The vain attempts to rewrite Natural Law and erase the influence of the single source of hope and vitality for the West, indeed the only Hand that is outstretched to catch and save is spurned. Scorn and abuse come from the drowning West, like a man who resents Someone standing on the edge of a raging river, trying to help the one caught in the rock-strewn torrent below.

"Huh! You think you're SO high and special, trying to help ME!" shouts the drowning, dying man.

He is so filled with scandal that he would seemingly rather perish than take the sole means of rescue; namely, conversion.

David Nybakke said...

2 excerpts from Bailie in his talk, “Truth of the Cross”;

1) I remember reading, back in the 80’s when they were building nuclear weapons as fast as they could, there was this woman arrested for pouring blood on a nuclear warhead. She was interviewed while the nuclear build up was going just as fast as it could, the interviewer said, “Don’t you despair? Here you are serving 18 months for that, meanwhile these warheads are coming off the assembly line as fast as they can?” “Oh no,” she said, “the victory over evil was accomplished at the Cross my task is to live in the light of the victory.” Is not that something?

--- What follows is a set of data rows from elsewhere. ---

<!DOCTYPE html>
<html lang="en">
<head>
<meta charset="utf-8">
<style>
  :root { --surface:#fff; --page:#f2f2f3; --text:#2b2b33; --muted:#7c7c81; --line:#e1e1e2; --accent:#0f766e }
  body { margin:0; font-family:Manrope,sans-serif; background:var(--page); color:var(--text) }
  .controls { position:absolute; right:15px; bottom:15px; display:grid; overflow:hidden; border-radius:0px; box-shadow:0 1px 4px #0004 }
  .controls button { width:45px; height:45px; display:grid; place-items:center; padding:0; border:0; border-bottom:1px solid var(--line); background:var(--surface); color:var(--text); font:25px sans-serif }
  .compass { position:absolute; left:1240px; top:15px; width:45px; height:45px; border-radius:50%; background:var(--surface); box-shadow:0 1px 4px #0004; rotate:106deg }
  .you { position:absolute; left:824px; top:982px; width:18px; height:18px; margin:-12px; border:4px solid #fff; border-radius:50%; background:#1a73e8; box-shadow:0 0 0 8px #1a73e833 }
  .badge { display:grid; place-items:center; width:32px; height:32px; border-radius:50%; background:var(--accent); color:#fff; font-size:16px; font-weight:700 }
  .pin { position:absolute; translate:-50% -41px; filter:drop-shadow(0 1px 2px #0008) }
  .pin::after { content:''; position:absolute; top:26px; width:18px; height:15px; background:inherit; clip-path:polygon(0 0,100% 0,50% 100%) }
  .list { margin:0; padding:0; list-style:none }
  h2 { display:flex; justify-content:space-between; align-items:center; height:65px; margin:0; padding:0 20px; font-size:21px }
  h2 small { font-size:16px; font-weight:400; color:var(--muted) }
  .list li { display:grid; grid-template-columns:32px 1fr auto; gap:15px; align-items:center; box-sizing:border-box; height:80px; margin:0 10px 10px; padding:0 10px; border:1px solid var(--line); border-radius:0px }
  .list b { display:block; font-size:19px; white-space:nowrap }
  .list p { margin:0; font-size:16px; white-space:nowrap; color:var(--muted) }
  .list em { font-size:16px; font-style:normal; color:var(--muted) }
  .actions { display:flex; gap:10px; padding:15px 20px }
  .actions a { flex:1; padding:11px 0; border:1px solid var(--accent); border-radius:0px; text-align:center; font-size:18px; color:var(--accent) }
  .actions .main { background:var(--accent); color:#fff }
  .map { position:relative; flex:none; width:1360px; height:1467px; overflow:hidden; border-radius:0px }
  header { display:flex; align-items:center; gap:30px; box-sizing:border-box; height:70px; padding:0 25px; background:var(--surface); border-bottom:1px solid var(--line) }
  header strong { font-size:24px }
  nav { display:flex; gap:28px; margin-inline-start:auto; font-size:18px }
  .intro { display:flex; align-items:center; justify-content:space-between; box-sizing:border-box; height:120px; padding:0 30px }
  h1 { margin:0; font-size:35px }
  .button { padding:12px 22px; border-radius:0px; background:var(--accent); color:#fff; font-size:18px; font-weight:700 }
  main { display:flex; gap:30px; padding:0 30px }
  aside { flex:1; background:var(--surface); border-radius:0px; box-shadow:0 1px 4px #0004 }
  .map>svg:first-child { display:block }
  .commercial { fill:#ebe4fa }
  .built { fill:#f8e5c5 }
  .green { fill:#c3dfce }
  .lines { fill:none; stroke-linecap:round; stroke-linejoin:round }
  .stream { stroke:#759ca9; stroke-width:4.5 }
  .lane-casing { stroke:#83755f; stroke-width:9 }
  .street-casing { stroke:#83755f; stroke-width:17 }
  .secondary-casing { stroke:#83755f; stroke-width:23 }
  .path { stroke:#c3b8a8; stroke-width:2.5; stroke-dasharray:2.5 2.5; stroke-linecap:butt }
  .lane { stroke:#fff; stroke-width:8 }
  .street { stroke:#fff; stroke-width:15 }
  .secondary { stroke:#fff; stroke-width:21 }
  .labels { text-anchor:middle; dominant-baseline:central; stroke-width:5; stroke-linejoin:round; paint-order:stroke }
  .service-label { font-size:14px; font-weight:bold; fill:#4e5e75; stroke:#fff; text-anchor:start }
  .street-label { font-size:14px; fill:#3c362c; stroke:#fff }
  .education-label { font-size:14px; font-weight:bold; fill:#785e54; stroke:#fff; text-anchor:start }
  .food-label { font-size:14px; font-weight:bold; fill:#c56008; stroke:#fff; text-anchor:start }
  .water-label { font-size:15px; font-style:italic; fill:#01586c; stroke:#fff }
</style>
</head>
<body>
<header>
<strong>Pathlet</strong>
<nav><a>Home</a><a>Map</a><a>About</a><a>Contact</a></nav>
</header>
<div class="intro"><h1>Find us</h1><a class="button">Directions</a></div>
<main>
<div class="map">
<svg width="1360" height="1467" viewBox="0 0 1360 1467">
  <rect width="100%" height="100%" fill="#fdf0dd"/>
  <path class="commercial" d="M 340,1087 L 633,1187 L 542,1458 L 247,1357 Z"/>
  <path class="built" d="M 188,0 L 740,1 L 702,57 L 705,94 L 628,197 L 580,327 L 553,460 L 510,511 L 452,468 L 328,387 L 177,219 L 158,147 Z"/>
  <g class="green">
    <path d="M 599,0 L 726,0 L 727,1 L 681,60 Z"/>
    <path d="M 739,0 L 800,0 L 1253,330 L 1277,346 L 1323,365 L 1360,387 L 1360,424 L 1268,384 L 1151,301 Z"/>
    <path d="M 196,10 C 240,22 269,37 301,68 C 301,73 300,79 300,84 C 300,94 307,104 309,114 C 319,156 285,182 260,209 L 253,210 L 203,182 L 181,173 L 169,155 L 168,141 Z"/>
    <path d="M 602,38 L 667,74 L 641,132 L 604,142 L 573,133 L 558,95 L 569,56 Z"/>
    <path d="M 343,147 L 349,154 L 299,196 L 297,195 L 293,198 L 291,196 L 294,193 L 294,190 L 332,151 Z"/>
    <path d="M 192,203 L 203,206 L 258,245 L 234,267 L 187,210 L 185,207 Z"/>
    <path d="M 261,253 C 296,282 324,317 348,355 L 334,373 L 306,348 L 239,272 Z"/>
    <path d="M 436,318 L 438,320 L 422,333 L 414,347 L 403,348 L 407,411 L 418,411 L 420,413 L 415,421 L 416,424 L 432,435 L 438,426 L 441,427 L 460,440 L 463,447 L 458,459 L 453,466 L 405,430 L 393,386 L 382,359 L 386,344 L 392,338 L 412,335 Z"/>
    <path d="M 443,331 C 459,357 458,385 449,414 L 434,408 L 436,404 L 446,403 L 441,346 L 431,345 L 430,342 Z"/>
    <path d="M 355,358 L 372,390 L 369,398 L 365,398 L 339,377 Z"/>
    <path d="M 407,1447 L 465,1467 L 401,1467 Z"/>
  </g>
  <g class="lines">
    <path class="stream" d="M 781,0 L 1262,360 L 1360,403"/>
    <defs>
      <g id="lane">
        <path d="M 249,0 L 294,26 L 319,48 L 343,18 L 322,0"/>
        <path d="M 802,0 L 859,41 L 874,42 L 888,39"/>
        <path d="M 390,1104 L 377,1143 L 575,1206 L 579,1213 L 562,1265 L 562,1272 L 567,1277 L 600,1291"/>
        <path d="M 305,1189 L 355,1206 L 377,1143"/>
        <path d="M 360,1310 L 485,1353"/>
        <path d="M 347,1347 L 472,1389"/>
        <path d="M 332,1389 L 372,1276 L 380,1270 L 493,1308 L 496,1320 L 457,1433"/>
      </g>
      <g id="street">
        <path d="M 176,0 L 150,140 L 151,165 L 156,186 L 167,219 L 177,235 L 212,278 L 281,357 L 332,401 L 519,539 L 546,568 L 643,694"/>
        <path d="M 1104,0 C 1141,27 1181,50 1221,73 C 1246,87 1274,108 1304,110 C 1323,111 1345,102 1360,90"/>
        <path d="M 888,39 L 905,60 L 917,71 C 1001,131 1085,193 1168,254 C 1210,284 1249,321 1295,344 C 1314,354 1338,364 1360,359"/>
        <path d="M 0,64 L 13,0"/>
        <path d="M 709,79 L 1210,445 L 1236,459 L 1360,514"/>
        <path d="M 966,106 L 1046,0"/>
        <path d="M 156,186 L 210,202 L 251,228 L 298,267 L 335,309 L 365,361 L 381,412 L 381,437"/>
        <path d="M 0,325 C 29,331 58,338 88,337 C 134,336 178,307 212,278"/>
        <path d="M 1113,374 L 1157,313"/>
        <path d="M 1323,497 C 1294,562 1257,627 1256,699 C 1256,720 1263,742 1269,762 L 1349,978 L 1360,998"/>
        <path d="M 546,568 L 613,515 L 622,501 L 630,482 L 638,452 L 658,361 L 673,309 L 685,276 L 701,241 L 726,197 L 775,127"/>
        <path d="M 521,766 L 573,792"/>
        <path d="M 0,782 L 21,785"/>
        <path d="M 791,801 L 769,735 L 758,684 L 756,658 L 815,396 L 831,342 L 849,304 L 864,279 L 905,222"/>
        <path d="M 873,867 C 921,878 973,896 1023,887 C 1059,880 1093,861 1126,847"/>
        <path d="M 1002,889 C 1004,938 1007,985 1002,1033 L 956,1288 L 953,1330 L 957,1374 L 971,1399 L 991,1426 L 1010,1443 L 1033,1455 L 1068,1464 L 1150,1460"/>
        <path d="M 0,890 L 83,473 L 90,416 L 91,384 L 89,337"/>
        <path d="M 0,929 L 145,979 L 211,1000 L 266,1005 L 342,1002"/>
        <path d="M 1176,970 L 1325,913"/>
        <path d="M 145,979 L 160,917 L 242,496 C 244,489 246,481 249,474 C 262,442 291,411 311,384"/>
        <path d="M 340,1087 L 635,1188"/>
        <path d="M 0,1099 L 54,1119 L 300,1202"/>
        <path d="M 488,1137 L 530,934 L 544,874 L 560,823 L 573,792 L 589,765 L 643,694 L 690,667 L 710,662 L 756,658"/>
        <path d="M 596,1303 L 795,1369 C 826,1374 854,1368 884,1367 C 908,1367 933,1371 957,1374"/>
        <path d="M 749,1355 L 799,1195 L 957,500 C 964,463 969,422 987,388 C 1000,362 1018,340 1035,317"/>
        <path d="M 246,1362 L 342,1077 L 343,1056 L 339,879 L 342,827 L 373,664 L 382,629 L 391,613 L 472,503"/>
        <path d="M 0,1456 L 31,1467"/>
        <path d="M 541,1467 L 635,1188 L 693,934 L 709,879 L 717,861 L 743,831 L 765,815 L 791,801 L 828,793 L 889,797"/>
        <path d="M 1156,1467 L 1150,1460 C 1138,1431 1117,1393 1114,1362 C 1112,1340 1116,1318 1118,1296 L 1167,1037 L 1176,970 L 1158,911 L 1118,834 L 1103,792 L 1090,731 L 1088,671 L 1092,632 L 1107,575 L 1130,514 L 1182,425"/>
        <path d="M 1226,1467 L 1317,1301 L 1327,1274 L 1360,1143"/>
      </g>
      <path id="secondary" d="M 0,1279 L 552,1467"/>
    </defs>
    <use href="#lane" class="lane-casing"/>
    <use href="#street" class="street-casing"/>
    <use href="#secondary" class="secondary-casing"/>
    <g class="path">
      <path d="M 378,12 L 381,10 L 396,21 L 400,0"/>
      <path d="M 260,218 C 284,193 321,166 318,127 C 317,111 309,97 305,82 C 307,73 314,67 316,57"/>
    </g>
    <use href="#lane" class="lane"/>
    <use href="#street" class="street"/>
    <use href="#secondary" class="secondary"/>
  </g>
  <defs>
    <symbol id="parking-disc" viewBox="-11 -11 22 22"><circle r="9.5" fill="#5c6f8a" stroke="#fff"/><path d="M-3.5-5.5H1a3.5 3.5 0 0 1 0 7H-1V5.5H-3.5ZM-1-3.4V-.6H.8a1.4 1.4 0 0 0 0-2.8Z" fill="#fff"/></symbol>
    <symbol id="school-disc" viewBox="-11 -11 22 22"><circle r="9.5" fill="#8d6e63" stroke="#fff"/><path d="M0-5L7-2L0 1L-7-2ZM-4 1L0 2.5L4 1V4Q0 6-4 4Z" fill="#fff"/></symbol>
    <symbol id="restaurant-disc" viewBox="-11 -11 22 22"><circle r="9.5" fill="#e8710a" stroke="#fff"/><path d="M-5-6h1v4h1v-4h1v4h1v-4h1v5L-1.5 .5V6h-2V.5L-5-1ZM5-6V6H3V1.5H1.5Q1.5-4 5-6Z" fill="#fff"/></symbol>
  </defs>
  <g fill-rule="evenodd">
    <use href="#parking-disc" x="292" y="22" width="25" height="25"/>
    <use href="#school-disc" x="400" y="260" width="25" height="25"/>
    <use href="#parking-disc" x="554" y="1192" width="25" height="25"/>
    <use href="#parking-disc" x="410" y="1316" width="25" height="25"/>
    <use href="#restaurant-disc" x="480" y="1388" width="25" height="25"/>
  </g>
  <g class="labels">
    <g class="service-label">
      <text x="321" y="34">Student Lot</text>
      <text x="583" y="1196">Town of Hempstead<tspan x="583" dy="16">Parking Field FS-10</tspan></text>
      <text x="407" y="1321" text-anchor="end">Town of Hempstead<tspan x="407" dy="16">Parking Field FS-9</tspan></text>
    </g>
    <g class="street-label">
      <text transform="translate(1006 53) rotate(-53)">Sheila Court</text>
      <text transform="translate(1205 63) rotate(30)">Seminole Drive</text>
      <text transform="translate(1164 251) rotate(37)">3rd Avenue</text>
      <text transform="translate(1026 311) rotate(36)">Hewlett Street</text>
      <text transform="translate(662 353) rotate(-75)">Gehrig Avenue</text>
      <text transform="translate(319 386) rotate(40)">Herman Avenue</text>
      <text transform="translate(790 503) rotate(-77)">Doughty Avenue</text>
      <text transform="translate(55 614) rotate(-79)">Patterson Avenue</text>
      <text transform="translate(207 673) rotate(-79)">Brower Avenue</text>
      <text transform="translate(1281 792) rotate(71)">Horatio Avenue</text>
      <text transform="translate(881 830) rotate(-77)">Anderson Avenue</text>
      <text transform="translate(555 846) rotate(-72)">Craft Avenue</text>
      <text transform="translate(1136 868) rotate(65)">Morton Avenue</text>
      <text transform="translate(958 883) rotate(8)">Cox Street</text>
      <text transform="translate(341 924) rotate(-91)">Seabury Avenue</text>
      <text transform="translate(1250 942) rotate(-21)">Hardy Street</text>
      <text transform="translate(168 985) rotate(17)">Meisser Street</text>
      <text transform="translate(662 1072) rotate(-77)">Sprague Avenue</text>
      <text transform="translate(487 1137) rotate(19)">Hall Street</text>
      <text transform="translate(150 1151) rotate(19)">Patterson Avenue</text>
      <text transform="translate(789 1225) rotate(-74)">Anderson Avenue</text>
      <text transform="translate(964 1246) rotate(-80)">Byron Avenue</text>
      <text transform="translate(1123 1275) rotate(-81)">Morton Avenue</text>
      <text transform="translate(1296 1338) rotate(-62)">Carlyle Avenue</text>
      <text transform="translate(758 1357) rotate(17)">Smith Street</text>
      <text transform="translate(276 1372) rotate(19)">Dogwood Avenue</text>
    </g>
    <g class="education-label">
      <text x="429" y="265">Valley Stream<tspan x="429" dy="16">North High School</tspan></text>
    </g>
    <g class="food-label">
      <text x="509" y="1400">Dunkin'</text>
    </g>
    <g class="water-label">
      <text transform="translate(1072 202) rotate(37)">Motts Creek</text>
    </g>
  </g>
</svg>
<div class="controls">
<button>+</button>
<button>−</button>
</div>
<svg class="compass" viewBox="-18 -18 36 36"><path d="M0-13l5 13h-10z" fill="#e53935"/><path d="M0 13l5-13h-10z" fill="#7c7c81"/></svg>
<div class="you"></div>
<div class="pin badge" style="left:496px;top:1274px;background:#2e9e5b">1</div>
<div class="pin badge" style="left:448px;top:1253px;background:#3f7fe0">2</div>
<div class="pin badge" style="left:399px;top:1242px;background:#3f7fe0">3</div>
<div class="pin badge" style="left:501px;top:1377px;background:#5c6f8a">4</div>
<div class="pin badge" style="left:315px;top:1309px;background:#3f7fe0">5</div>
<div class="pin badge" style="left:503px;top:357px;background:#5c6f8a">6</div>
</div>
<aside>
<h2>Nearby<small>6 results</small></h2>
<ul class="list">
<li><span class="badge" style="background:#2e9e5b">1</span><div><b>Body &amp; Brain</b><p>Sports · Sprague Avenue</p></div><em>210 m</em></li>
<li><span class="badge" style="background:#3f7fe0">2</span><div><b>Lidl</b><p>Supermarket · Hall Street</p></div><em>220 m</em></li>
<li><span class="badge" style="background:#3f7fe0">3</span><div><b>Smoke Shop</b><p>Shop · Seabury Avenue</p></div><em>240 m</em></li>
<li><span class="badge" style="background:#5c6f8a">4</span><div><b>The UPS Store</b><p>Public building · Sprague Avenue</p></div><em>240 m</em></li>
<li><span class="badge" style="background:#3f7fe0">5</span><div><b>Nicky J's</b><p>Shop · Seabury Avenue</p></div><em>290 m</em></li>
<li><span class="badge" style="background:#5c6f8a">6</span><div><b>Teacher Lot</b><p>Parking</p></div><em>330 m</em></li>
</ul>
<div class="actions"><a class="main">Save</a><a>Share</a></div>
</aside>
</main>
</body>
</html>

2) One of the things I said in the Violence Unveiled book is that the Gospel does two things, it destroys the old system of sacred violence and it teaches us how to live without it. To live without it we have to have another kind of community, one that keeps us keenly aware of our fallenness, our sinfulness, and our neediness and inspires us to help one another. So as the Gospel is destroying this old system the world becomes more and more paralysis. Our task as members of Christ’s church is to keep up with the Gospel. To Christianize ourselves and our world at the same pace at which the Gospel is destroying the old sacred system that used to keep peace, which used to create social and cultural harmony. But Jesus says if you think I came to bring peace, guess again. I am taking away; I am sticking a stick in the spokes of the machine that used to give you peace. So now, it is up to you. Now you have to go out and spread the Gospel, you have to Christianize the world to the ends of the world. You have to do it in pace with the Gospel’s destruction of that old sacred system.

The Gospel is working, gradually deconstructing the myths that justify the victimage delusion and we are called, through and by the Church, in faith, hope and love to spread the Gospel to all ends of the earth.

As a member of AA, my bias in fulfilling this is through attraction - not promotion. We are to be the change and have the faith, as that woman protester did, who said, "the victory over evil was accomplished at the Cross my task is to live in the light of the victory."

Isn't this part of the reason why we 3 Massketeers were brought together?

Athos said...

Aye, laddie, aye (admitting his Scottish lineage).

Must needs thou find and abjure to watch the 3 & 4 Musketeers en toto.

Aramis says therein: "Must life be so difficult. Why not go and die where we're told?"

Cheers and what ho, Massketeers!

Porthos said...

I've only listened to the series once, and it will be a while before I can listen to the whole thing again. Aramis' opening post was useful for me.

But I have no profound thoughts to share (a rather common shortcoming in my case, which I try to compensate for with Mahler and Dejohnette links).